Sidnesha was cool with the bitch and had been invited to their baby shower that was coming up in a few months and everything.

“You can believe it’s impossible all you want to, miss thang. You lil’ bitches can’t do nothing that I can’t do,” Roheem said to me with all that damn sass.

I laughed, and then I waved him off. My attention went over to Nesha, who was texting away on her phone, not paying her cousin and me any attention as she smiled from ear to ear. There was a huge rock on her finger because she was now engaged to that fine ass barber, Chris. Nesha’s birthday was yesterday, and when she came in a couple hours ago, that huge rock on her finger was the first thing I saw.

She had the video on her phone of the proposal that Chris had done last night, and the whole time I was watching the video, I found myself cheesing for her and hoping to God that one day I would be blessed with a man who loved me like that. I was happy for Sidnesha because I knew her story. Once she and I actually formed a good relationship, she ended up telling me about some of her past with Billion and the many times

he had cheated. For her to have a man of her own now and be this happy, then yeah, I was happy for her because she deserved it. I laughed as I playfully nudged Roheem, so he could look at his cousin and see what I was looking at.

He burst out laughing too while shaking his head.

“Bitch, this is all the fuckin’ time. That skinny ass nigga is fuckin’ the shit out of her thick ass. This bitch is so sprung off him,” Roheem stated before standing up from the carpeted floor and stretching.

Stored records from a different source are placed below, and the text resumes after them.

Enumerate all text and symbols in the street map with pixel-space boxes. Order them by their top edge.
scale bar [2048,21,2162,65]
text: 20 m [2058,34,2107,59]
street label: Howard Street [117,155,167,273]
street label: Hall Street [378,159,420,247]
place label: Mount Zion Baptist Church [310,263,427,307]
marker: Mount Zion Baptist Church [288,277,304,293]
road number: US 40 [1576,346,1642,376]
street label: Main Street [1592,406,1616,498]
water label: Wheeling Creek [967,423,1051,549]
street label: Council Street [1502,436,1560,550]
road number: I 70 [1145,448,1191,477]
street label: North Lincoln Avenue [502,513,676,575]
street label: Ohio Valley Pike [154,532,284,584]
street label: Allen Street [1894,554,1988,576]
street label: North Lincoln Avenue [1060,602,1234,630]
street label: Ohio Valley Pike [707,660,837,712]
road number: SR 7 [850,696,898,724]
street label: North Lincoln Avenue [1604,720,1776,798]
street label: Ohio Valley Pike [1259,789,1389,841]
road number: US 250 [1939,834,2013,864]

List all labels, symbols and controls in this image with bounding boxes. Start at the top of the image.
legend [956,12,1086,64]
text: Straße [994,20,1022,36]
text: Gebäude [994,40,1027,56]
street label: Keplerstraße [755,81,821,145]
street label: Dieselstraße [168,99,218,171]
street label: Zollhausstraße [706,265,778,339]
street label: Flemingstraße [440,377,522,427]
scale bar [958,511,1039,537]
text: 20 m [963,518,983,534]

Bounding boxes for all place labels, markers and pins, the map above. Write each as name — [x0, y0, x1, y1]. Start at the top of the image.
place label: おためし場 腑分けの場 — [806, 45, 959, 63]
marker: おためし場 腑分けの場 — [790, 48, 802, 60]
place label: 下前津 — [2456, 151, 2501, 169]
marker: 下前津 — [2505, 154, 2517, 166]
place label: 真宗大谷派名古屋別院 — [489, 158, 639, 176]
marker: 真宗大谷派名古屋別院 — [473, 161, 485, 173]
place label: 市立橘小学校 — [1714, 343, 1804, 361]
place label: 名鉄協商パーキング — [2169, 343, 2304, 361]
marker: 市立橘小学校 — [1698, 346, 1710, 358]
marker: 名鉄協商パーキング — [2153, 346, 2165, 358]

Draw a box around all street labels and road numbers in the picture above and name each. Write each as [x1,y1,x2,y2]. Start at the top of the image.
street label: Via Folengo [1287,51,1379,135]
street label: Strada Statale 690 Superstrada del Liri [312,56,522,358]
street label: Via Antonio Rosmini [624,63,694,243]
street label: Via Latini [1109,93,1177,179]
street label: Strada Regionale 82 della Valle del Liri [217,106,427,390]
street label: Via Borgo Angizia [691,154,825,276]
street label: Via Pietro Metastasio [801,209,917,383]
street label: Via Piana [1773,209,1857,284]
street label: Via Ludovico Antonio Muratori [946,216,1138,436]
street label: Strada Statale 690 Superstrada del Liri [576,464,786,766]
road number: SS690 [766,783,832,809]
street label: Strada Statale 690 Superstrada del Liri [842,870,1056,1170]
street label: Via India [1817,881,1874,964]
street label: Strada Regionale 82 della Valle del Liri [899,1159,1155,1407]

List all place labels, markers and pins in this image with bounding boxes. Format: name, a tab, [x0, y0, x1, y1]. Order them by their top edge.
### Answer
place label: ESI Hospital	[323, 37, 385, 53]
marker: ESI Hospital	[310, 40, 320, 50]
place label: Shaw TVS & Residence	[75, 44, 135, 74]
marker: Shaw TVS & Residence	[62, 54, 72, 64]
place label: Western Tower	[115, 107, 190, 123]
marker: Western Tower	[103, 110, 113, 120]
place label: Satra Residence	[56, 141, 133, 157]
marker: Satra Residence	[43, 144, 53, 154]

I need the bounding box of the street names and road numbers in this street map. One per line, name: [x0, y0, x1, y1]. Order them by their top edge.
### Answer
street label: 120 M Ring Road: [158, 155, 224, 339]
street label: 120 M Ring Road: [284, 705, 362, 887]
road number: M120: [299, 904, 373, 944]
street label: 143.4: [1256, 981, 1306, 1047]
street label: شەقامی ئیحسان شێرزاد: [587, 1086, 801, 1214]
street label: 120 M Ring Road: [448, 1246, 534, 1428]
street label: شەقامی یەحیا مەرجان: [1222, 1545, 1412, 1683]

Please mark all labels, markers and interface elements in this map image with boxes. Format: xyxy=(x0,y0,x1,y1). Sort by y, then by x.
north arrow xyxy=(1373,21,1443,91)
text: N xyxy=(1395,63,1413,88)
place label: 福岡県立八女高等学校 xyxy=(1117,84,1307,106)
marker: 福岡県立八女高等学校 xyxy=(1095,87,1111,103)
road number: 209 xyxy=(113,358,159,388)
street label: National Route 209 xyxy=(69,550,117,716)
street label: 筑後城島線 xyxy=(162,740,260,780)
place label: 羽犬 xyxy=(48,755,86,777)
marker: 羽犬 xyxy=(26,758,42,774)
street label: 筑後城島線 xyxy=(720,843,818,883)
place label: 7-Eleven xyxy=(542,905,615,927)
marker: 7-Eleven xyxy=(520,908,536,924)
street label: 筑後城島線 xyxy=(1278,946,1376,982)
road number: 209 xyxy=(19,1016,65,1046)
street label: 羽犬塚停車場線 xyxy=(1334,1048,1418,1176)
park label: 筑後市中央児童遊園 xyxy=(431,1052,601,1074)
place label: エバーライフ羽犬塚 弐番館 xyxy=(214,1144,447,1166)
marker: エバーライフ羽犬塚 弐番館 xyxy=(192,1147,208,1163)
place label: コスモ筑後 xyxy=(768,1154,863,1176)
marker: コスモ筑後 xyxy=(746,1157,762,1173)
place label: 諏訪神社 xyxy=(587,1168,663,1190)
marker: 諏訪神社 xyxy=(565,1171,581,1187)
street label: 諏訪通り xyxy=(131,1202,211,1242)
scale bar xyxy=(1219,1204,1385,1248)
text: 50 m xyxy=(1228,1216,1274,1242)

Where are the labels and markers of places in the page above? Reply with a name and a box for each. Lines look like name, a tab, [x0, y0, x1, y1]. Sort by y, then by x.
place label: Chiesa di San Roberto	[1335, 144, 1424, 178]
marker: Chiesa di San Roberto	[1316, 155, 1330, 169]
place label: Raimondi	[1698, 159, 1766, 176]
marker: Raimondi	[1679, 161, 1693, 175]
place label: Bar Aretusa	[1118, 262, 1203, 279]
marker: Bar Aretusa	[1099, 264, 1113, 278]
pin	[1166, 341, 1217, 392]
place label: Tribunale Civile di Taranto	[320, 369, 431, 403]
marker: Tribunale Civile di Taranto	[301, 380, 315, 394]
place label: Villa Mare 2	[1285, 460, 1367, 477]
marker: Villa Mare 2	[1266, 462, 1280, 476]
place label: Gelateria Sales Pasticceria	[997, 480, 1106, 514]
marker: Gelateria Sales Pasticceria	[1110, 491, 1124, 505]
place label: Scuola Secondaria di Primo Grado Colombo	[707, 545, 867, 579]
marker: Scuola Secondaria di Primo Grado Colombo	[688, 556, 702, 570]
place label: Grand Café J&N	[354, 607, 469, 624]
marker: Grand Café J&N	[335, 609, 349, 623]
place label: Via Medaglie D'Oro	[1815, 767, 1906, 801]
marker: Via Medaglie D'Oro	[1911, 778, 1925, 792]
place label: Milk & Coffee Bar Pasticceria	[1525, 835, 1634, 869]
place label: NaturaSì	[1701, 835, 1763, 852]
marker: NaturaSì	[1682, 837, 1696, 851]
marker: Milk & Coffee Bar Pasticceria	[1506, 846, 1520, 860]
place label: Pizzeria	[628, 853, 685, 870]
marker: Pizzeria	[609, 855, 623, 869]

He had finished his last candy bag, and Sidnesha was finished as well, so this was pretty much it for the night. Both of my daughters were in the back room, getting their rest because I knew they were going to party hard tomorrow.

Sidnesha finally wrapped up her text message, and then she stood up as well.

“We’re going to put all this stuff in a box and put it in my car, that way, you won’t have to come out tomorrow, carrying anything heavy. Denim, please, for the sake of Khari tomorrow, just chill. I know you don’t too much care for Normani, but just put that shit to the side for the sake of you waking up from your coma in time to be here to celebrate your daughter’s sixth birthday. You know the circumstances could have been much different, so chill out tomorrow,” Sidnesha told me.

“Ima chill. I won’t even say anything to the skinny bitch,” I said, and Sidnesha shook her head while rolling her eyes.